We last covered the dependency graph formulation of the parsing problem, and an algorithm which finds a dependency tree maximising the sum of arc weights. The missing piece of the puzzle is how we learn the ‘goodness’ of each candidate arc. Let the score of an arc be $s(i,j)=\mathbf{w}\cdot \mathbf{f}(i,j)$, the dot product of a weight vector $\mathbf{w}$ and a feature representation $\mathbf{f}(i,j)$ of that arc. Now all that’s left is to:

1. Represent the dependency between words $i$ and $j$ in a high-dimensional vector space
2. Learn the weight vector $\mathbf{w}$

No discussion of the parser features used appears in the paper. However, Ryan McDonald’s dissertation Discriminative Learning and Spanning Tree Algorithms for Dependency Parsing cover the features used — features based on the lexical items and POS tags found in a neighbourhood of the head and argument words.

For learning, McDonald et al. use the Margin Infused Relaxed Algorithm (MIRA). Each step of MIRA selects a training example (which is a pair $(\mathbf{x},\mathbf{y}$ of the words vertices and the correct dependency structure). Then, given the original weight vector $\mathbf{w}^{(t)}$, MIRA tries to find a new weight vector $\mathbf{w}^{(t+1)}$ which nudges the current weight vector $\mathbf{w}^{(t)}$ as little as possible, such that the following set of constraints holds:
$\forall \mathbf{y}'\in dt(\mathbf{x}): s(\mathbf{x},\mathbf{y})-s(\mathbf{x},\mathbf{y'})\ge L(\mathbf{y},\mathbf{y'})$

where $dt(\mathbf{x})$ is the set of all possible dependency structures over the sentence $\mathbf{x}$, and $L(\cdot, \cdot)$ is a loss function between two dependency structures. In other words, the score of the true dependency structure $\mathbf{y}$ and the score of any possible dependency structure $\mathbf{y’}$ should be separated by a margin of at least $L(\mathbf{y},\mathbf{y’})$.

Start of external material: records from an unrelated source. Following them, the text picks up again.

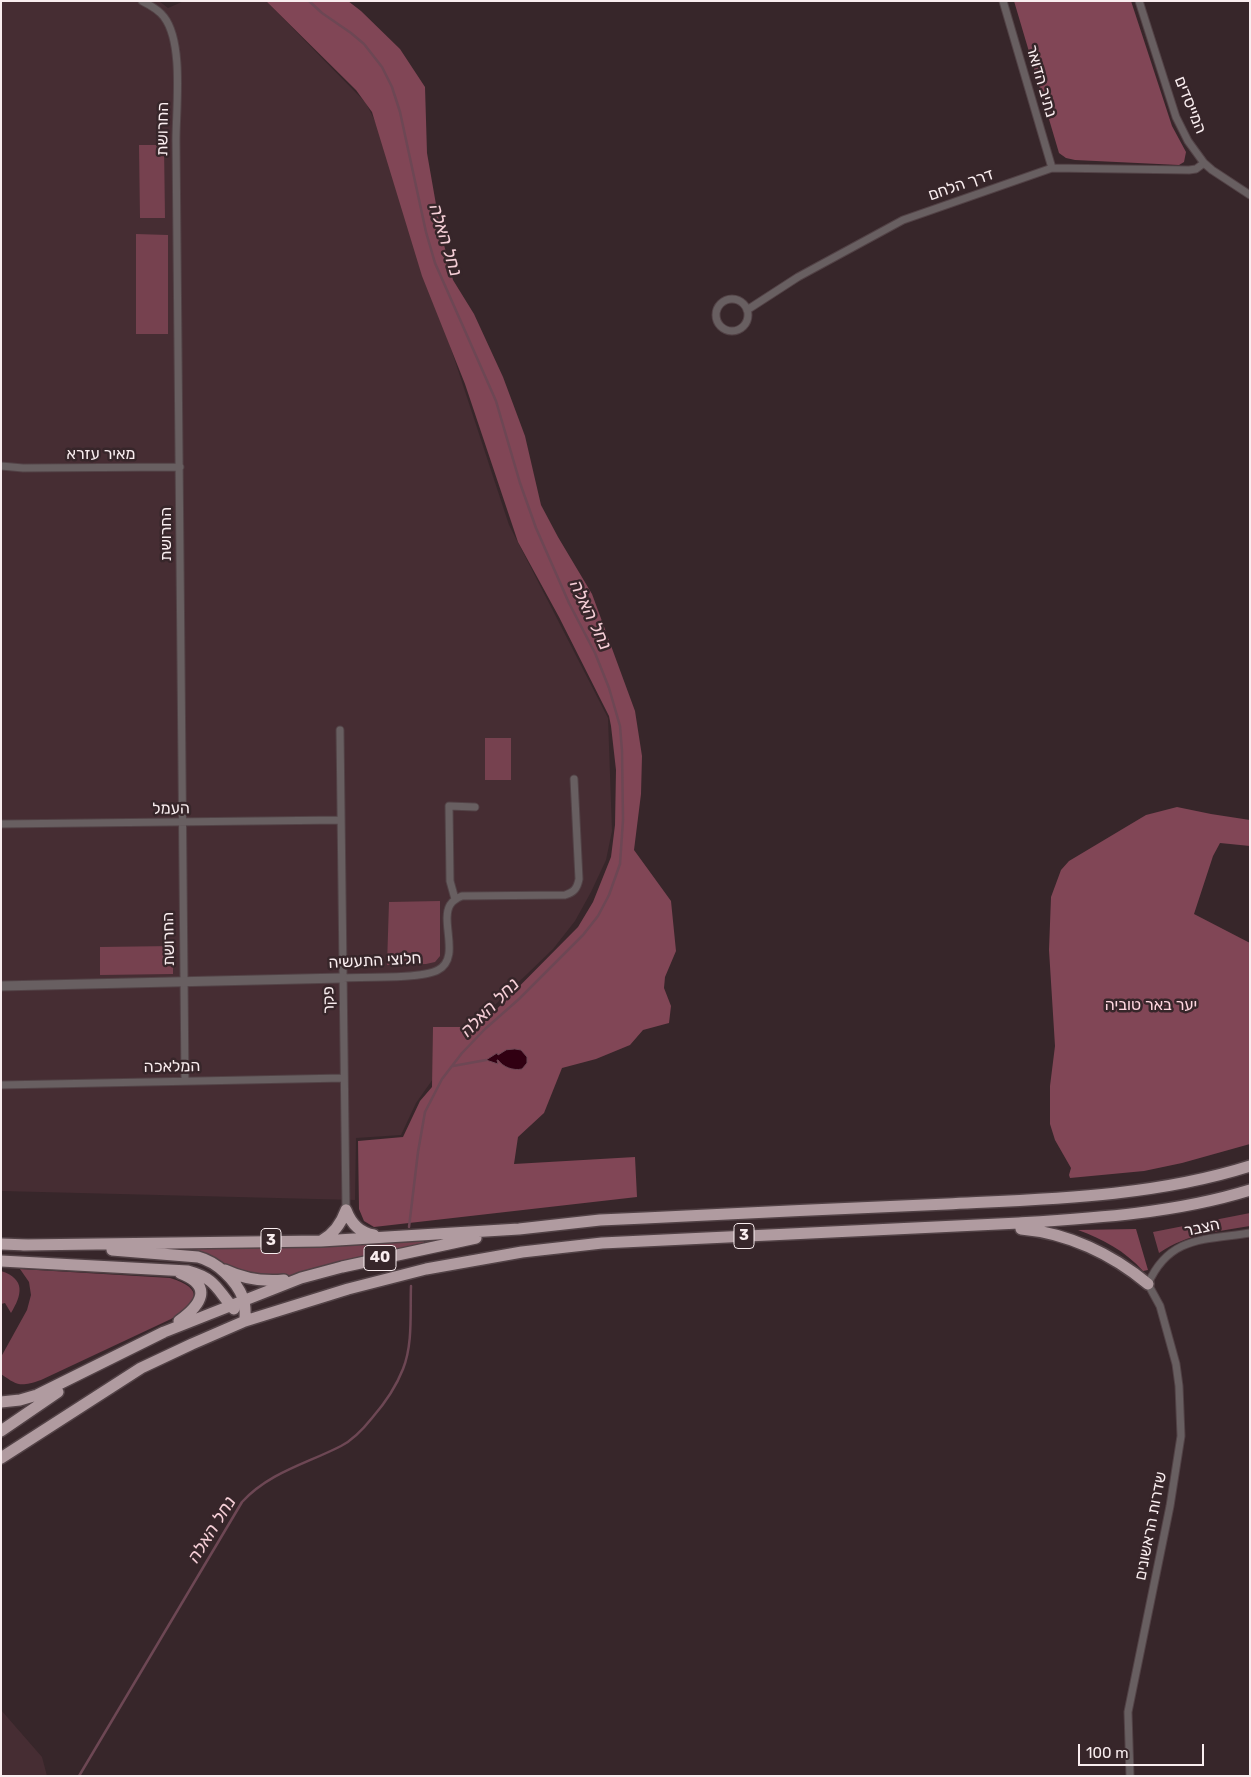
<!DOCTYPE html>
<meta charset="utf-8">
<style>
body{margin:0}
#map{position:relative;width:1251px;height:1777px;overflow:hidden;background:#37262a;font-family:Rubik,sans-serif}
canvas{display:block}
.frame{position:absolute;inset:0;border:2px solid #f9edef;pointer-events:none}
.scale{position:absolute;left:1078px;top:1744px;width:126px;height:22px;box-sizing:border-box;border:2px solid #f9edef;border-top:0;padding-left:6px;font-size:15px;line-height:18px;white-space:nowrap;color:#f9edef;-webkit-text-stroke:4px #37262a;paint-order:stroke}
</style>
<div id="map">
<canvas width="1251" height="1777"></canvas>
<div class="frame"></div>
<div class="scale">100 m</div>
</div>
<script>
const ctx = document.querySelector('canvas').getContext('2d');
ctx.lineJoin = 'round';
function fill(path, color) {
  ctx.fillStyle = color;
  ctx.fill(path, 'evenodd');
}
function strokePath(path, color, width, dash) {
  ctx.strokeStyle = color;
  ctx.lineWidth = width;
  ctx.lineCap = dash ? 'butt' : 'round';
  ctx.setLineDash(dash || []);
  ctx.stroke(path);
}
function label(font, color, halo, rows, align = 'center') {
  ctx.font = font + ' Rubik,"Noto Sans Hebrew",sans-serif';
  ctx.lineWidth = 5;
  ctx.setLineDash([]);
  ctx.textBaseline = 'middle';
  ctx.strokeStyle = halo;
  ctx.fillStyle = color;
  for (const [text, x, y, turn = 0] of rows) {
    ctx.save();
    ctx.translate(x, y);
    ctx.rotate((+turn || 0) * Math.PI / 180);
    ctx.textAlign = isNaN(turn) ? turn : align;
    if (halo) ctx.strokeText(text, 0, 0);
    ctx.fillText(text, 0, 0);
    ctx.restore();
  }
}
const built = new Path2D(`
 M 1,1 L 159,1 L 168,8 L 184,1 L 266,1 L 366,103 L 378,127 L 509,525 L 608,718 L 612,831 L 606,860 L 591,892 L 575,921 L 553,949 L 470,1029 L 452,1052 L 416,1103 L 401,1135 L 356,1138 L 355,1200 L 1,1191 Z
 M 1,1710 L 42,1757 L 47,1776 L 1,1776 Z`);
const green = new Path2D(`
 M 139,145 L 164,145 L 165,218 L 140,218 Z
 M 136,234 L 168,235 L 168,334 L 136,334 Z
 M 485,738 L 511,738 L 511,780 L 485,780 Z
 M 440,901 L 440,956 L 435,962 L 426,964 L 387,965 L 389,902 Z
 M 173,946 L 173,974 L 100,975 L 100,947 Z
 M 1250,1213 L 1250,1226 C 1216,1232 1189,1233 1159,1253 L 1153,1232 Z
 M 423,1239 L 425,1245 L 291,1276 L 260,1278 L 161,1250 L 160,1246 Z
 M 20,1269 L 170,1278 C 206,1289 197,1303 171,1319 L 41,1380 C 20,1387 18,1386 1,1374 L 1,1357 L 27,1310 L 31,1295 L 29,1282 Z
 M 1,1271 C 26,1279 22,1295 11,1313 L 5,1303 L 1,1304 Z`);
const forest = new Path2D(`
 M 266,1 L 348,1 L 361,11 L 400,49 L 425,87 L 427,153 L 441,233 L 453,280 L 474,314 L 503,377 L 525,436 L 541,505 L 558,537 L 592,594 L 635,711 L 642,756 L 641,794 L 634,850 L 671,901 L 676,951 L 665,977 L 664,988 L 671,1006 L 669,1023 L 643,1030 L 630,1045 L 596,1059 L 562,1068 L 544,1113 L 518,1137 L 514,1164 L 635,1157 L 637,1197 L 374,1227 L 364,1221 L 359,1209 L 358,1141 L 403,1137 L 420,1101 L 432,1087 L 433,1027 L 479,1027 L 578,927 L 593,902 L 611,857 L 615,825 L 616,770 L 611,726 L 609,716 L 559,617 L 518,542 L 465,384 L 422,276 L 372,112 L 356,90 Z
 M 1014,1 L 1131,1 L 1172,126 L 1186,152 L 1184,162 L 1179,165 L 1075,160 L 1066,158 L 1059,153 Z
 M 1177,807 L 1211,814 L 1250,820 L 1250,846 L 1220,843 L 1213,856 L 1194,914 L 1250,943 L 1250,1144 L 1182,1163 L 1144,1171 L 1070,1178 L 1069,1175 L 1071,1168 L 1055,1140 L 1050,1124 L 1050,1086 L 1055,1046 L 1049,950 L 1051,897 L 1061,870 L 1069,861 L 1146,815 Z
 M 1136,1229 L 1148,1270 L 1143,1271 C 1125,1251 1103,1239 1078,1230 Z`);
const water = new Path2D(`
 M 515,1049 L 521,1050 L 527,1057 L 527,1063 L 522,1069 C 513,1071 503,1067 498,1060 L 497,1060 L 498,1064 L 486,1060 L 497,1053 L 498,1055 L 506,1050 Z`);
const stream = new Path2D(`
 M 309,1 L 322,13 L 351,33 L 364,44 L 382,67 L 392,87 L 400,112 L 426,232 L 435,263 L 496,401 L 520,483 L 536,528 L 569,603 L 595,653 L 609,688 L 620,726 L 622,751 L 623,820 L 620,864 L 609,895 L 598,916 L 583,935 L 519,999 L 485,1029 L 462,1053 L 442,1079 L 425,1112 L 418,1152 L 409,1227
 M 453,1066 L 486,1060
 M 79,1776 L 242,1502 C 270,1472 306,1464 341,1446 C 353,1440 364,1428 372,1418 C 385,1403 396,1387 403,1369 C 413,1344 410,1313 411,1286`);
const minor = new Path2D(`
 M 142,1 C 150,5 159,10 164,17 C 184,43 176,108 176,140 L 185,1081
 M 1003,1 L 1052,168
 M 1139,1 L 1176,117 L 1188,141 L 1204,163 L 1212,170 L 1250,195
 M716 315a16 16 0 1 1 32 0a16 16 0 1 1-32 0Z
 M 747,310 L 798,277 L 903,220 L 1052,168 L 1189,170 L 1196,169 L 1204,163
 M 1,466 L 23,468 L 180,467
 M 340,730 L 346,1210
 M 1,824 L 341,820
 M 455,899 L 450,881 L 449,806 L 475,807
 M 342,978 C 363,977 422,979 438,970 C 461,958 440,922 450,905 C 453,900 457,898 462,896 L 565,895 C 574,892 577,889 579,879 L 574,779
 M 1,1085 L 344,1078
 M 1130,1776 L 1128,1712 L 1170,1506 L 1181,1436 L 1179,1386 L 1176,1364 L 1160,1306 L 1148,1284 C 1169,1236 1204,1240 1250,1233`);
const tertiary = new Path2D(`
 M 1,986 L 342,978`);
const trunk = new Path2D(`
 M 346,1210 C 351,1223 359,1233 374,1235
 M 1021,1229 C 1068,1233 1112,1254 1148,1284
 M 321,1241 C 334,1234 341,1224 346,1210
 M 1,1244 L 28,1245
 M 23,1245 L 321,1241 L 519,1229 L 600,1220 L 645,1218 C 746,1213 846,1208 947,1204 C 1048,1199 1152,1197 1250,1166
 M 112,1250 L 198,1257 C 217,1262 236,1280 243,1298 C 246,1305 245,1314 245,1321
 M 1,1261 L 188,1271 C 217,1279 216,1289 234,1309
 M 225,1270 C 244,1279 263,1282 284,1280
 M 179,1321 C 201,1305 214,1286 180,1273
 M 1,1402 L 20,1400 L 37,1395 L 164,1332 L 301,1278 L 342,1267 L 476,1238
 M 1,1431 L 58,1392
 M 1,1458 L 141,1368 L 192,1344 L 245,1321 L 348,1289 L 426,1269 L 522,1252 L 602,1243 L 1019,1223 C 1096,1218 1176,1213 1250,1190`);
const shields = [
 [744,1236,20],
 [271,1241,20],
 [380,1258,32]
];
const shieldNames = [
 ["3",744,1236],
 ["3",271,1241],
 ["40",380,1258]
];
const streetNames = [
 ["נתיב הדואר",1041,81,74],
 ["המייסדים",1190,105,68],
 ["החרושת",163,129,-89],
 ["דרך הלחם",961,185,-19],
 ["מאיר עזרא",101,454],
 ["החרושת",166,534,-90],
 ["העמל",171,809,-1],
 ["החרושת",169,939,-91],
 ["חלוצי התעשיה",375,961,-3],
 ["פקר",329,1000,-91],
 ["המלאכה",172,1067,-1],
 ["הצבר",1202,1228,-12],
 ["שדרות הראשונים",1151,1526,-79]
];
const parkNames = [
 ["יער באר טוביה",1151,1005]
];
const waterNames = [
 ["נחל האלה",445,240,73],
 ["נחל האלה",590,615,65],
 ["נחל האלה",490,1008,-45],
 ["נחל האלה",212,1530,-58]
];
fill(built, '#462d33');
fill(green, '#76414f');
fill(forest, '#814656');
fill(water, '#310012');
strokePath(water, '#6d4754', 1);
strokePath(stream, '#6d4754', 2.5);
strokePath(minor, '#524246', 9);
strokePath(tertiary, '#524246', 11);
strokePath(trunk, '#524246', 14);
strokePath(minor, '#685f61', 7);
strokePath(tertiary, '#685f61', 9);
strokePath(trunk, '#b09ba0', 11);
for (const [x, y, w] of shields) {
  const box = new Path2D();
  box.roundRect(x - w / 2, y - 12.5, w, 25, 4);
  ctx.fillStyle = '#37262a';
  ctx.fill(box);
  strokePath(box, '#f9edef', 1);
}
label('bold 15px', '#f9edef', null, shieldNames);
label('16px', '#f9edef', '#37262a', streetNames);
label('16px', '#ffd7e0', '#37262a', parkNames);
label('italic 18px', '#f6cfd7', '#37262a', waterNames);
</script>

If $\mathbf{y’}$ is equal to $\mathbf{y}$ the loss should be zero and the weight vector shouldn’t change (in other words, the model correctly classifies $\mathbf{y}$). If the trees differ, then the weight vector should change to yield a difference in scores at least as large as the loss between the true and candidate dependency structures. The above optimisation can be solved numerically through quadratic programming.

The problem with general MIRA is that the number of possible dependency structures $dt(\mathbf{x})$ is exponential in the length of the sentence $\mathbf{x}$, yielding an exponential number of constraints. To render MIRA tractable, McDonald et al. use the intuition that out of all possible dependency structures, the one which is best distinguished from the true example is the one with the current maximum score. And so, single-best MIRA considers only one constraint:
$s(\mathbf{x},\mathbf{y})-s(\mathbf{x},\mathbf{y'})\ge L(\mathbf{y},\mathbf{y'})$
where
$\mathbf{y}' = \arg\max_{\mathbf{y}'}\; s(\mathbf{x},\mathbf{y}')$

McDonald et al. also discusses factored MIRA, with a set of constraints factored over arcs rather than complete dependency structures:
$\forall (l,j)\in \mathbf{y}, (k,j)\not\in \mathbf{y} s(l,j)-s(k,j)\ge 1$
In other words, a margin of one should separate the score of each correct arc $(l,j)$ and each incorrect arc $(k,j)$. Considering complete dependency structures again shows that the correct structure is separated from each incorrect structure by a margin of at least the number of incorrect arcs. While single-best MIRA yields an optimisation with one constraint, factored MIRA yields an optimisation with $O(n^2)$ constraints, because each of the $n$ constraints deals with $n-1$ incorrect arcs. (McDonald et al. note that the constraints applied in factored MIRA may rule out the true optimal dependency structure.)

They test on two languages: Czech and English. Czech, like German and Dutch, exhibits freer word order and hence generates more non-projective dependencies than English. The hypothesis that the non-projective MST algorithm yields better parsers for languages like Czech is borne out, with the best accuracy obtained from the factored MIRA model: 84.4%, versus 83.3% obtained with the McDonald et al. (2005) projective dependency parser. On the other hand, both models trained on a non-projective parser for English underperform, obtaining 90.2% relative to the 90.9% of the original McDonald et al. (2005) projective parser.

Seldom is one hammer good enough for every nail!